Think of helium, and we think birthday balloons and silly high-pitched voices. But helium plays a number of critical roles in our economy – from health care to high-tech manufacturing. Helium is a key component in MRI machines, for instance, and we couldn’t make the semiconductors for our computers and other electronics without it. That’s why a looming cut-off of helium sales is so concerning, and why two ITI members are testifying before Congress today to keep the U.S. supply available.
The largest helium reserve in the world is outside of Amarillo, Texas. The facility holds approximately 40 percent of the world’s helium – around a billion cubic meters of the gas. Building this reserve was very expensive, so Congress passed a law in 1996 – the Helium Privatization Act – that mandated the sale of the U.S. supply there at a fixed rate, regardless of market value.
The legal authority to sell the helium expires this fall and, absent congressional action, will mean a major setback for the U.S. economy. Helium costs would spike, likely sparking a jump in the prices of products on which all of us rely each day. And U.S. jobs may disappear as manufacturers would be forced to shift operations closer to other helium sources around the globe.
Fortunately, Congress is working toward a solution. There is strong bipartisan support for H.R. 527, the Responsible Helium Administration and Stewardship Act, authored by House Natural Resources Committee Chairman Doc Hastings and Ranking Member Ed Markey. The Committee held a hearing on the bill today, and Micron Technology and Corning Incorporated, both ITI members, testified about the crippling effects that congressional inaction would have for their businesses.
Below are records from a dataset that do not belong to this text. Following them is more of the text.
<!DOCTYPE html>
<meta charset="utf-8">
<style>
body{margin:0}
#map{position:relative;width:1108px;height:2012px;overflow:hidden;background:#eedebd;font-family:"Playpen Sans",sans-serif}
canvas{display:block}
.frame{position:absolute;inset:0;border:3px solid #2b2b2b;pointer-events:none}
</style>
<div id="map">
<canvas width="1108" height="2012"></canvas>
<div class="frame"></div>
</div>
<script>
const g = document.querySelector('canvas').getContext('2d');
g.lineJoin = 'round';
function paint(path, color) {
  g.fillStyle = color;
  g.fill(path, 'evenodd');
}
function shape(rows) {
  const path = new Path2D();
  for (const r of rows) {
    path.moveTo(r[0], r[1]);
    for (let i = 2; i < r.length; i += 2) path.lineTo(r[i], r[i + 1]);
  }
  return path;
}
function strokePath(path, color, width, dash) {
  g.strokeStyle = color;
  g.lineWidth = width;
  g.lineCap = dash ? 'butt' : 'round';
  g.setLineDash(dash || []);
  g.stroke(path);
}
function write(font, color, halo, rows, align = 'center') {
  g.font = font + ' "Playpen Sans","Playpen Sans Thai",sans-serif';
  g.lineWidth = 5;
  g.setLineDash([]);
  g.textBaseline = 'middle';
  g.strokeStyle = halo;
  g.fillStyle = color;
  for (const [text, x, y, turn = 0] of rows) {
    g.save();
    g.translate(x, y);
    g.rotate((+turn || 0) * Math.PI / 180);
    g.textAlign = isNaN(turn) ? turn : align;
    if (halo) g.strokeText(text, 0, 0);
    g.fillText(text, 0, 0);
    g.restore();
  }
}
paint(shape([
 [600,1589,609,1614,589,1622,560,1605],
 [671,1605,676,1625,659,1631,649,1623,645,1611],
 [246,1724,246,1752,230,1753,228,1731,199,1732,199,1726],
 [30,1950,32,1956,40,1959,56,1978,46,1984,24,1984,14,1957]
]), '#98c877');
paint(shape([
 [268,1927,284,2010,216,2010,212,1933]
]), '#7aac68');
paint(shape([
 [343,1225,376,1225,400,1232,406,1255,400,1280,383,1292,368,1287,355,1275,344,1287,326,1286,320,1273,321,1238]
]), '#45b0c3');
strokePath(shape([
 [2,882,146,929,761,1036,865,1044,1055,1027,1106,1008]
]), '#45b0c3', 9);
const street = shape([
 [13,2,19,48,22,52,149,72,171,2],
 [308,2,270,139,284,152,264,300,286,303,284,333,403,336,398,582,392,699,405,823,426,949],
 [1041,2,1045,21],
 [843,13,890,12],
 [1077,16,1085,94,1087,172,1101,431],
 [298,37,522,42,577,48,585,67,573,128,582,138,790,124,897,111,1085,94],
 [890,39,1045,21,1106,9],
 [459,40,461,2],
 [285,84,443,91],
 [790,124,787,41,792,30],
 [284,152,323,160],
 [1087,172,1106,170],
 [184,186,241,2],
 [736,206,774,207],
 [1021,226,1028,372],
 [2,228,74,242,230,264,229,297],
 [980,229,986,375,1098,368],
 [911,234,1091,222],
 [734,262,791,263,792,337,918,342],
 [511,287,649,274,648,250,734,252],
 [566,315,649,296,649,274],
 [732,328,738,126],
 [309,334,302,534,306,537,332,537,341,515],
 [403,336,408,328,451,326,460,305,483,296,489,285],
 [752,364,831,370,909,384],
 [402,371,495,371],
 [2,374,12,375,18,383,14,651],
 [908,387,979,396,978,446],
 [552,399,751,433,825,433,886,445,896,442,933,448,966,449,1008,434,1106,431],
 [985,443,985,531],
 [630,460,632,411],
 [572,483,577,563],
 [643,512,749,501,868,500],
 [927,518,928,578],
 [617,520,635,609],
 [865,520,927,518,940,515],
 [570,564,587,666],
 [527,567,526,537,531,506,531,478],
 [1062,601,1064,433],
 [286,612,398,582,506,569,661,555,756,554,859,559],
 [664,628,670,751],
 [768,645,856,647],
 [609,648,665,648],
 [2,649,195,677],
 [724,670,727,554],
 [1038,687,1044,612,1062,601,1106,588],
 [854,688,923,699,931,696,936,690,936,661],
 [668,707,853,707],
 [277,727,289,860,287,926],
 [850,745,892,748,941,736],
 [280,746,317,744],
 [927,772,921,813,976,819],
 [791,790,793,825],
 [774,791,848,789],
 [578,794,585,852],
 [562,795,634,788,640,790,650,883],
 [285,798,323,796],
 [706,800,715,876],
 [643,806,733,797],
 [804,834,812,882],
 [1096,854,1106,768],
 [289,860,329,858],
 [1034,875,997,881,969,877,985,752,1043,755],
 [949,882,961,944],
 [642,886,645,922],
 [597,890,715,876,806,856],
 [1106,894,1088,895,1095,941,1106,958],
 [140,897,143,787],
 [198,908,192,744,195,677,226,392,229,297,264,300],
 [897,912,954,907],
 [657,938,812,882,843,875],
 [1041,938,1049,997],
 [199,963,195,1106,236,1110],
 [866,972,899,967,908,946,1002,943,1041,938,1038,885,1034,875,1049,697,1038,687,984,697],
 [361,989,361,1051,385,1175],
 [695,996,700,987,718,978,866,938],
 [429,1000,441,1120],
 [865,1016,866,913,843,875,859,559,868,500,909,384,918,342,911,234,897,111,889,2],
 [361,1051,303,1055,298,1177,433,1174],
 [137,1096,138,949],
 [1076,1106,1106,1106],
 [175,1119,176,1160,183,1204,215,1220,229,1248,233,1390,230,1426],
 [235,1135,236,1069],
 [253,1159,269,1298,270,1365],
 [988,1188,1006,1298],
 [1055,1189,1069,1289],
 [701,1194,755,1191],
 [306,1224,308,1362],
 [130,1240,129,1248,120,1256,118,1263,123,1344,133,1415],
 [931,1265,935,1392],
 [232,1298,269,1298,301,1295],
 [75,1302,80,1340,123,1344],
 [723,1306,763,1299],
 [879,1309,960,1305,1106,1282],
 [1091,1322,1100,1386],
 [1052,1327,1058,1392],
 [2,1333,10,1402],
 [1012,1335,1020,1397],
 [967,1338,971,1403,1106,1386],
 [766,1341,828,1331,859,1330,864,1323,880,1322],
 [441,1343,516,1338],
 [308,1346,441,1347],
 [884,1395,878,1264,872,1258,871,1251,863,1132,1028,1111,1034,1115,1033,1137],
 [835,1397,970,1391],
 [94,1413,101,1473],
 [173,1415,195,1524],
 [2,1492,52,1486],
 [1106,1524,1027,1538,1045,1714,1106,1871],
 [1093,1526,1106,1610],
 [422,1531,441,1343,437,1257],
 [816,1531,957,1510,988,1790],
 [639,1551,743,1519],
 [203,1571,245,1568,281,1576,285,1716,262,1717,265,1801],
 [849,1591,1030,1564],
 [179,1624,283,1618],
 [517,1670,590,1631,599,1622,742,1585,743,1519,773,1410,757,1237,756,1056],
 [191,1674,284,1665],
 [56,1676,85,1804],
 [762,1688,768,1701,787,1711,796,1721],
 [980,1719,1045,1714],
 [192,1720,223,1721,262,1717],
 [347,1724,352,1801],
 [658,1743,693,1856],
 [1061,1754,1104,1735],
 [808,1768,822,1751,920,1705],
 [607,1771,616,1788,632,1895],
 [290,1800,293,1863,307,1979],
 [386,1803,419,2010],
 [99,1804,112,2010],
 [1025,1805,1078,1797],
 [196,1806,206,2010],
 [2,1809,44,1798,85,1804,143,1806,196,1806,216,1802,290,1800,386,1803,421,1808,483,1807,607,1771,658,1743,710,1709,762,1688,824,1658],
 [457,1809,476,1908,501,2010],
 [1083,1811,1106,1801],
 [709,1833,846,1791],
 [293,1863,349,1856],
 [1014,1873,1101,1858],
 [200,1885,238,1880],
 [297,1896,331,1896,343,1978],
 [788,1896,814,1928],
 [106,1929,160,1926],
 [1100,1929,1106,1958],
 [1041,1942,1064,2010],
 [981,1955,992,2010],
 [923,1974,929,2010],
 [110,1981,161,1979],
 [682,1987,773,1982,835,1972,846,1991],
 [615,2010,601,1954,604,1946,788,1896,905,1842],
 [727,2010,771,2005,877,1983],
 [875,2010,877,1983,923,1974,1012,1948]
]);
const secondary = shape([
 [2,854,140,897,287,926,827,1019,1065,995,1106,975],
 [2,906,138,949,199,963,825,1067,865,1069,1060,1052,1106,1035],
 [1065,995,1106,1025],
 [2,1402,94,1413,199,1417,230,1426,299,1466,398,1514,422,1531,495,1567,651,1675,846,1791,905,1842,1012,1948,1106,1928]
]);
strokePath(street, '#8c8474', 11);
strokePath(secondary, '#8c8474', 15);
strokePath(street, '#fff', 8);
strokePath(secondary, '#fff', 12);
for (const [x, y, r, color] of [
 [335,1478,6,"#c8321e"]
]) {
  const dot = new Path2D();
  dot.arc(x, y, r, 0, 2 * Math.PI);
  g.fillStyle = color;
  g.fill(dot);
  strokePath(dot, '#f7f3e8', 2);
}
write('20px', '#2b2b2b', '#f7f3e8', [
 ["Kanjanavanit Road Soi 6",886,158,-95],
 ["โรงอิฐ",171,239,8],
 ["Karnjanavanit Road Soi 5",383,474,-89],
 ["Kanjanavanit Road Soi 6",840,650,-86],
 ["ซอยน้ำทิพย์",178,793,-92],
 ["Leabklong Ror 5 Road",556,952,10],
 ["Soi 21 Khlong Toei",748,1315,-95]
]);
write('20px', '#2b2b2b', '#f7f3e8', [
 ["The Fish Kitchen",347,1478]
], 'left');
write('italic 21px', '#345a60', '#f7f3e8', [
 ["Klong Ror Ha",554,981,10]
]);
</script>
As Rodney Morgan, Vice President of Procurement at Micron notes in his testimony:
“Helium is just one of a number of gasses used to make our memory chips, but it’s absolutely vital. To put it simply, without helium, we cannot operate. Micron is not alone in its dependence on this crucial gas….[W]e are dependent on regular deliveries to our facilities. A delay of even a few days could slow production at a semiconductor facility. A significant delay, could idle a plant entirely.”
Similarly, Brad Boersen, Director of Business Strategy for the Optical Fiber and Cable, Telecommunications Business Group of Corning testified about the critical importance of Helium to optical fiber manufacturing:
“We require helium in sufficient quantities and at prices that enable us to maintain our global cost competitiveness. Given the unique qualities of helium, it is difficult to store on site for more than 10 days. For this reason, and the global nature of our demand, we have established strategic supplier relationships and long-term supply agreements…. Helium is the only gas that prevents bubbles from forming in the preform manufacturing step, which would render the fiber unusable. There is presently no substitute for helium in this process.”
The House hearing today is a great first step. But without bursting anyone’s balloons, there is a long way to go in the legislative process to avert this looming crisis.